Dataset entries
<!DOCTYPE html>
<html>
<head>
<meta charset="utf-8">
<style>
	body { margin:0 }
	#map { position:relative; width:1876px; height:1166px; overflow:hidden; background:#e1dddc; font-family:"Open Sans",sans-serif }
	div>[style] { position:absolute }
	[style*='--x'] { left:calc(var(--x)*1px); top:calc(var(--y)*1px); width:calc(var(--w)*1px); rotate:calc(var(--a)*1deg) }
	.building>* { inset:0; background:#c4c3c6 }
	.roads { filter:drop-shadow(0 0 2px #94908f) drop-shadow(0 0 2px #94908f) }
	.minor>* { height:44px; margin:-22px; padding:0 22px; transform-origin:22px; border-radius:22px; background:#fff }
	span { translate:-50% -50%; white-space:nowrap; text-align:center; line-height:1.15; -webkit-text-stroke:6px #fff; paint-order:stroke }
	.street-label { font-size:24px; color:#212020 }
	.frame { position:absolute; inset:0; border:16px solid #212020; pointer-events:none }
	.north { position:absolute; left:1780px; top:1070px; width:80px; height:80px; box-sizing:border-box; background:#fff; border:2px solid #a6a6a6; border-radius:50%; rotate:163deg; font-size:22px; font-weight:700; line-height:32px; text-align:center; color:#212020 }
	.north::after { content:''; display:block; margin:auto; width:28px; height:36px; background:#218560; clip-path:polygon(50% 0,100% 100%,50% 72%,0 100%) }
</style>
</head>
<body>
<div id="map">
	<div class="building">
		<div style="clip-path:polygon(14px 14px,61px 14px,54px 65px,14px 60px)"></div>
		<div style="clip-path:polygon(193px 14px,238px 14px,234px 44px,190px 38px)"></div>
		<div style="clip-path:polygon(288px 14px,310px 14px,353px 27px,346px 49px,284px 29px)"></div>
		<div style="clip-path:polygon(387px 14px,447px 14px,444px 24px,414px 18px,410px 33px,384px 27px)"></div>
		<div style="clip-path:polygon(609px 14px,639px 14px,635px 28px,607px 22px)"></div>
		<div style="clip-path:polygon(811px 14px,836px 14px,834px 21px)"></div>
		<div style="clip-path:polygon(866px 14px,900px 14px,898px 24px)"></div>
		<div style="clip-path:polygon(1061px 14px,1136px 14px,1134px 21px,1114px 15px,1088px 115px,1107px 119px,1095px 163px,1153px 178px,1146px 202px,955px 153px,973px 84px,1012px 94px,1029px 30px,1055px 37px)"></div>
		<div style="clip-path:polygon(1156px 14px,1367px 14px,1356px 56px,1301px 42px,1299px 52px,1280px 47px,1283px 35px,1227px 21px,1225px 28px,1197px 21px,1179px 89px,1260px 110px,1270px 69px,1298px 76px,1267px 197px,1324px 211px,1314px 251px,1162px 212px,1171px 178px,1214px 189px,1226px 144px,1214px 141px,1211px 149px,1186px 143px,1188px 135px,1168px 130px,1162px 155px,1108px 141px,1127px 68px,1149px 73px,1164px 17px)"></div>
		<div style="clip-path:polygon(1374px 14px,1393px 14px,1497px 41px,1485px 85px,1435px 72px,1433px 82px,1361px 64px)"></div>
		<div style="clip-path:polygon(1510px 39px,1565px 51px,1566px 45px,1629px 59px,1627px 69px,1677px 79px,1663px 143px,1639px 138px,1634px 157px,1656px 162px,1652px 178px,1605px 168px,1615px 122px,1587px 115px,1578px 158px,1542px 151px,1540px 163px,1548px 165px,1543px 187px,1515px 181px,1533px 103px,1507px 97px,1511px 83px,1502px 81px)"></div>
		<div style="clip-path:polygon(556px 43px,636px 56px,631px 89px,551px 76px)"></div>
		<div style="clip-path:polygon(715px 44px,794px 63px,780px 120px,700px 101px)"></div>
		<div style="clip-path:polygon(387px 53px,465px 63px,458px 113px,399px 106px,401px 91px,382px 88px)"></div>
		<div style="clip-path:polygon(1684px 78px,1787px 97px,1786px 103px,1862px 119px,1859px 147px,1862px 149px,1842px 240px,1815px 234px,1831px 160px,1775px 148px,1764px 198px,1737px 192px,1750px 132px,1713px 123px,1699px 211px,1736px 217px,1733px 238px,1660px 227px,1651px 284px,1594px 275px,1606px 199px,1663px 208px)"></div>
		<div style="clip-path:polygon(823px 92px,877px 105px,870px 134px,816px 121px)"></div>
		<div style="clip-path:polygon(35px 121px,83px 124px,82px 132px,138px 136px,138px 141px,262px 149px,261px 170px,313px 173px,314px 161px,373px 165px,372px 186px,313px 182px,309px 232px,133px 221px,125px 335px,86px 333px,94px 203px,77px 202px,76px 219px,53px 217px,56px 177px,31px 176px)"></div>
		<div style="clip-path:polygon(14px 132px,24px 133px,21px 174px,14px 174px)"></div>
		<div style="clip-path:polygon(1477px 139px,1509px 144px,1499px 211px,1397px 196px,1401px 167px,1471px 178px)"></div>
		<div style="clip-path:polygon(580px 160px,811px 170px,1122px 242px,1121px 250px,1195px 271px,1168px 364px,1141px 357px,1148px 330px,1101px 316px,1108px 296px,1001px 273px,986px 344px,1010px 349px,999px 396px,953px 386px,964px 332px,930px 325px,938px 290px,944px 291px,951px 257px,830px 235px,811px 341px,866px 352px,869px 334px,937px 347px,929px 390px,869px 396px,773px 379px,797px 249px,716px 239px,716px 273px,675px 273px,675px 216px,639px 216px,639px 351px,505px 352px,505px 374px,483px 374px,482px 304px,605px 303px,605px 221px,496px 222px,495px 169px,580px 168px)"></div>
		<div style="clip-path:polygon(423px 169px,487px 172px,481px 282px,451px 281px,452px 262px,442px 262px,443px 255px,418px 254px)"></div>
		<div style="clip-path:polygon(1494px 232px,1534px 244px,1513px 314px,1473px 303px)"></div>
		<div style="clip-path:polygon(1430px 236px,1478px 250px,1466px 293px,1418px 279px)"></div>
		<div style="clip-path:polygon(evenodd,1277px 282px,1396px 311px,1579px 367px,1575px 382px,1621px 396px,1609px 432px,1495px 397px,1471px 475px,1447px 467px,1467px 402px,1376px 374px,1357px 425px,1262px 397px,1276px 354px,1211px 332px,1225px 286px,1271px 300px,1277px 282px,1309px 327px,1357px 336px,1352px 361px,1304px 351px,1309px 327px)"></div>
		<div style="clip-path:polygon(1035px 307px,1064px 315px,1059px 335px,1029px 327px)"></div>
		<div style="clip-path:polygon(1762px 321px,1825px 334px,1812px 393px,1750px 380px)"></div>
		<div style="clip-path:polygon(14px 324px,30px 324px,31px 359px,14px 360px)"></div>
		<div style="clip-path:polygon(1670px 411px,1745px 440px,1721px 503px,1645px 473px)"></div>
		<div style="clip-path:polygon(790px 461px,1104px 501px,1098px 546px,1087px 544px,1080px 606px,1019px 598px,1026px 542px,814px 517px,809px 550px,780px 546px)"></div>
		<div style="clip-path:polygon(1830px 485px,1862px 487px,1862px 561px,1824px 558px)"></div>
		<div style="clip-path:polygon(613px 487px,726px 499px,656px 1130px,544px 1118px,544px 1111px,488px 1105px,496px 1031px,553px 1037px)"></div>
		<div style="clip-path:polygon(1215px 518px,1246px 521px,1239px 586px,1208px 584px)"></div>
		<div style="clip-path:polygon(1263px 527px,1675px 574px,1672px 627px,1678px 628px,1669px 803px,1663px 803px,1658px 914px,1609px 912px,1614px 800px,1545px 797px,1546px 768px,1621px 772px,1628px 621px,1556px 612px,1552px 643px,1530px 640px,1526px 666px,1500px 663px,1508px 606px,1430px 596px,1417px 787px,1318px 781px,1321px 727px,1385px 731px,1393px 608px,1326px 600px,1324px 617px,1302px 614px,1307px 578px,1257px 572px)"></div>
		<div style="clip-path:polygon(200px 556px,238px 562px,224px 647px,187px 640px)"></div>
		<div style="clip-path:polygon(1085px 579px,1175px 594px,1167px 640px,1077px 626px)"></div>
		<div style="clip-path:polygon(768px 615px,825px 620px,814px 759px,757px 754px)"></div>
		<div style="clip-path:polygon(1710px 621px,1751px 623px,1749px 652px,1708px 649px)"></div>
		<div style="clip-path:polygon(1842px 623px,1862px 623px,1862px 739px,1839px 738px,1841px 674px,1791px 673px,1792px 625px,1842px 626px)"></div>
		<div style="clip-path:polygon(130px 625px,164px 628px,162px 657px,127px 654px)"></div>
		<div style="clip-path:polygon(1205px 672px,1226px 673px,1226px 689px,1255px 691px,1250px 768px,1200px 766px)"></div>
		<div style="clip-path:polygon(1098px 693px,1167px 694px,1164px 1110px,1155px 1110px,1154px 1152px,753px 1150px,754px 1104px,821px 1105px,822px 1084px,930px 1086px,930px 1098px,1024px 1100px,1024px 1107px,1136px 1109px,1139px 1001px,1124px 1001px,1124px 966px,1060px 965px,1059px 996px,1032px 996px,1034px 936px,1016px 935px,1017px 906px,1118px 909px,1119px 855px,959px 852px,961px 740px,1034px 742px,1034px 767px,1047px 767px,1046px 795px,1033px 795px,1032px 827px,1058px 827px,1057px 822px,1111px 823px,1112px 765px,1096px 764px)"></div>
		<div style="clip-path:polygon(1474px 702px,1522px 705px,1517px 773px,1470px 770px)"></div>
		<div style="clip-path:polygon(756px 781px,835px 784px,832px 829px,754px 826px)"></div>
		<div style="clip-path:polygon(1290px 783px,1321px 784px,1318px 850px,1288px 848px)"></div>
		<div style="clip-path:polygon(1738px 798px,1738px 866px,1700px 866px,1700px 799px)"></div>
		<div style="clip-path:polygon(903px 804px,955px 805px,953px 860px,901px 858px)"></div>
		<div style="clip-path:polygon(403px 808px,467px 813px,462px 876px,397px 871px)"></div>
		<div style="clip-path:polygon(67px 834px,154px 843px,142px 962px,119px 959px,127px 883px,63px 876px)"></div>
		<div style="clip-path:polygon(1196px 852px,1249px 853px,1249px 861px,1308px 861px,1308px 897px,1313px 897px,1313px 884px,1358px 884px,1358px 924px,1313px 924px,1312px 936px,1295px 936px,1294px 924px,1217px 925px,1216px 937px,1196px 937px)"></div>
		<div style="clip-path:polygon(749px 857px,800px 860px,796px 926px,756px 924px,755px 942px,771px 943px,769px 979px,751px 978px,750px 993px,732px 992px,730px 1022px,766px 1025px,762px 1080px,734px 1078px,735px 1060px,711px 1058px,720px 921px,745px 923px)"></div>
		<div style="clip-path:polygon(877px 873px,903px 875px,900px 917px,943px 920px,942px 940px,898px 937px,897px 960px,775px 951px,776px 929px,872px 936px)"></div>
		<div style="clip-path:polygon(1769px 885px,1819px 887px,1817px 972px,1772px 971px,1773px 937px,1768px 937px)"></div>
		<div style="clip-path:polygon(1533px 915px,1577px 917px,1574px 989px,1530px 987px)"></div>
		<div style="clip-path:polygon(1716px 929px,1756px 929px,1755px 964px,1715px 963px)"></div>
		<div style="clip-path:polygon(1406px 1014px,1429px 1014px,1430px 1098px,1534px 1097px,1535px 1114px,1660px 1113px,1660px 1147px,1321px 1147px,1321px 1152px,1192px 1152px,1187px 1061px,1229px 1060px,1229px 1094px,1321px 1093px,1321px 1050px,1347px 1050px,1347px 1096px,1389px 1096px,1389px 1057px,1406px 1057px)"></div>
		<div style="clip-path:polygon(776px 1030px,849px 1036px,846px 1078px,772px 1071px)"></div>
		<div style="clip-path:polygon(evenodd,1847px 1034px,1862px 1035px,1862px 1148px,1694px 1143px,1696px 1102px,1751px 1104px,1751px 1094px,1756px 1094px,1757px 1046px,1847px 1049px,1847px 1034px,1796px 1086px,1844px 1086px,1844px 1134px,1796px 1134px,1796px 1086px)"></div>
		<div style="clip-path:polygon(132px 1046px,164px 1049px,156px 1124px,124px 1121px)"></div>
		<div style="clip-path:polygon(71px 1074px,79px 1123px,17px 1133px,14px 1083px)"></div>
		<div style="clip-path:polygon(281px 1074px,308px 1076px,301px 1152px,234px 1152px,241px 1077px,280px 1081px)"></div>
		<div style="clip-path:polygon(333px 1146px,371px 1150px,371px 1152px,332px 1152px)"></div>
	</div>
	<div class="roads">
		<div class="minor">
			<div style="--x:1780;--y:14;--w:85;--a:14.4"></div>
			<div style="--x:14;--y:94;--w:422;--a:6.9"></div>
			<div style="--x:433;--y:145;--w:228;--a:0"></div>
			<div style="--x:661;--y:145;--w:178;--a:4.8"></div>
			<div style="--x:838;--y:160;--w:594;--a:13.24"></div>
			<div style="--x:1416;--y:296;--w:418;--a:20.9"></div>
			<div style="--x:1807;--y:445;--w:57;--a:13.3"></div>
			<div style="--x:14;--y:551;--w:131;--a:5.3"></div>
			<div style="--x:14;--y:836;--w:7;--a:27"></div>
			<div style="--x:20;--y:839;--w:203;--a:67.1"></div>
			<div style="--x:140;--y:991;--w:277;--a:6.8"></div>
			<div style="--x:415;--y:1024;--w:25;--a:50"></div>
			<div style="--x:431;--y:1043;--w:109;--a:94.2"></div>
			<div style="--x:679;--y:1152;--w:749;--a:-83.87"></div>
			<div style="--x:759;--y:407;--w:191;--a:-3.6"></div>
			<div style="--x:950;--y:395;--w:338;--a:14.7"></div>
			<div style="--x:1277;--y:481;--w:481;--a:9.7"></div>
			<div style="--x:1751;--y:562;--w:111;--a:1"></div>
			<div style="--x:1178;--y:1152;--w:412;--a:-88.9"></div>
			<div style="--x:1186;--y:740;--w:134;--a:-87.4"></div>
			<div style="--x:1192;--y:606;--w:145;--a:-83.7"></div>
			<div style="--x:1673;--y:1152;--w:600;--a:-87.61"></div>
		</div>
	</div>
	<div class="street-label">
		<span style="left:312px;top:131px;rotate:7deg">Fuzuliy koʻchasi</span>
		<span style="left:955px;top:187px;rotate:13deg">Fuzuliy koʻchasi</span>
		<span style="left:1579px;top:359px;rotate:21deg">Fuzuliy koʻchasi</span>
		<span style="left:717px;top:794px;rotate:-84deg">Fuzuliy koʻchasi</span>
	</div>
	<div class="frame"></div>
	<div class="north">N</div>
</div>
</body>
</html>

[WHAT THE TASK ASKS]: From the records above, copy only the lines starting with the line that holds "filter:drop-shadow(0 0 2px" and going on through the line that holds "position:absolute; left:1780px; top:1070px;", exactly as written.

[TASK ANSWER]:
	.roads { filter:drop-shadow(0 0 2px #94908f) drop-shadow(0 0 2px #94908f) }
	.minor>* { height:44px; margin:-22px; padding:0 22px; transform-origin:22px; border-radius:22px; background:#fff }
	span { translate:-50% -50%; white-space:nowrap; text-align:center; line-height:1.15; -webkit-text-stroke:6px #fff; paint-order:stroke }
	.street-label { font-size:24px; color:#212020 }
	.frame { position:absolute; inset:0; border:16px solid #212020; pointer-events:none }
	.north { position:absolute; left:1780px; top:1070px; width:80px; height:80px; box-sizing:border-box; background:#fff; border:2px solid #a6a6a6; border-radius:50%; rotate:163deg; font-size:22px; font-weight:700; line-height:32px; text-align:center; color:#212020 }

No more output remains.